Kirkland Lake CAO Wilf Hass acknowledges it’s a unique facility for a town of Kirkland Lake’s size and population (8,000), but categorizes it as any other publc institution.
“I think it should be considered and treated as a luxury item, or a discretionary expenditure, the same as a museum, the recreational centre or the library,” all of which operate as a loss.
As a banquet hall, Hass said the facility is less of a drain on the public purse than it ever was as a hockey museum. He didn’t have numbers handy to show the comparables in visitorship or event bookings.
“At least with Heritage North, I’m seeing more revenues coming in and our costs of operating going down. I look at the museum – a building we don’t own and probably has a million dollars’ worth of renovations that we’re responsible for – and we don’t see any visitation.”
With Heritage North’s mortgage paid off this year, Hass said the building’s operating costs run between $144,000 and $146,000 each year.

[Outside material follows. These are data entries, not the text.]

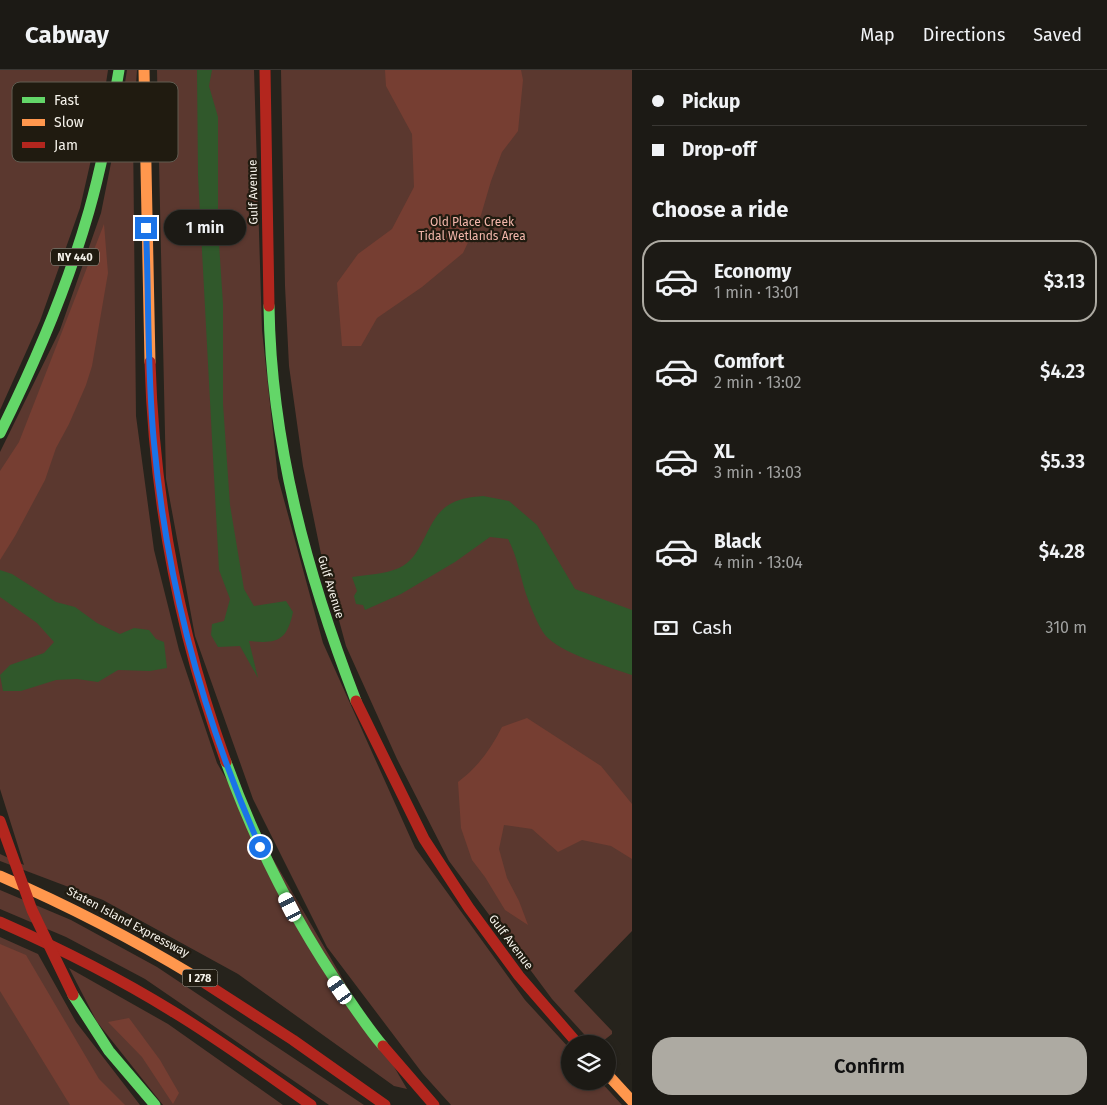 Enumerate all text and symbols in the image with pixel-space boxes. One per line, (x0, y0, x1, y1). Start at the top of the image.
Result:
text: Cabway (25, 21, 109, 49)
text: Map (860, 24, 895, 46)
text: Directions (923, 24, 1005, 46)
text: Saved (1033, 24, 1082, 46)
legend (12, 82, 178, 162)
text: Pickup (682, 90, 740, 113)
text: Fast (54, 92, 80, 109)
text: Slow (54, 114, 84, 131)
text: Jam (54, 137, 78, 154)
text: Drop-off (682, 138, 756, 161)
street label: Gulf Avenue (245, 159, 261, 225)
text: Choose a ride (652, 196, 788, 223)
callout: 1 min (164, 210, 246, 246)
park label: Old Place Creek Tidal Wetlands Area (418, 215, 526, 243)
route end (135, 217, 157, 239)
text: 1 min (186, 218, 224, 237)
road number: NY 440 (51, 248, 99, 266)
icon: car (654, 259, 699, 304)
text: Economy (714, 260, 791, 283)
text: $3.13 (1044, 270, 1085, 293)
text: 1 min · 13:01 (714, 283, 799, 302)
icon: car (654, 349, 699, 394)
text: Comfort (714, 350, 784, 373)
text: $4.23 (1040, 360, 1085, 383)
text: 2 min · 13:02 (714, 373, 802, 392)
icon: car (654, 439, 699, 484)
text: XL (714, 440, 735, 463)
text: $5.33 (1040, 450, 1085, 473)
text: 3 min · 13:03 (714, 463, 802, 482)
icon: car (654, 529, 699, 574)
text: Black (714, 530, 761, 553)
text: $4.28 (1039, 540, 1085, 563)
text: 4 min · 13:04 (714, 553, 803, 572)
street label: Gulf Avenue (315, 554, 347, 620)
icon: cash (652, 614, 680, 642)
text: Cash (692, 616, 733, 639)
text: 310 m (1046, 618, 1087, 637)
route start (249, 836, 271, 858)
street label: Staten Island Expressway (64, 884, 192, 960)
car (276, 890, 303, 924)
street label: Gulf Avenue (486, 912, 536, 972)
road number: I 278 (182, 970, 218, 986)
car (325, 973, 354, 1007)
map controls (561, 1035, 616, 1090)
button: layers (561, 1035, 616, 1090)
button: Confirm (652, 1037, 1087, 1095)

Among the options put forth were tendering out the operations of the hall, moving municipal offices into the building, or selling it outright.
“We’ve never been directed formally by council to dispose of the asset but we have certainly explored every avenue to alternate operations,” said Hass, who added it’s too premature to say the facility is on the block.
“If someone comes forward and wants to buy that facility, I would certainly bring it forward to council.”
The possibility of relocating a town department to Heritage North, to get better usage of the building, was once considered, but the previous CAO backed away from that option because of its internal layout, its high ceilings and the absence of external windows.
“The (former) CAO realized that it is not an easily designed space that windows can be easily punched into walls. It just wasn’t worth it.”
If council chose to mothball the facility, Hass cautions that one-third of operating costs are utilities, insurance, maintenance and cleaning.
Heading into late budget deliberations, Hass said Kirkland Lake council has some tough decisions to make on service levels to avoid some steep rate hikes.
At the same time, the municipality is undergoing a top-to-bottom organizational review of the corporation, hiring StrategyCorp of Toronto to evaluate its entire operation.
“Our existing organizational structure was put together in the 1990s for a shrinking community. Now here we are, we’re certainly a community of growing concern (with spinoff growth from expansion at Kirkland Lake Gold) and we can’t handle that. We need to change.”
Hass is advising council to hold off on a decision on Heritage North until after the budget and once the findings of the strategic review come in later this year.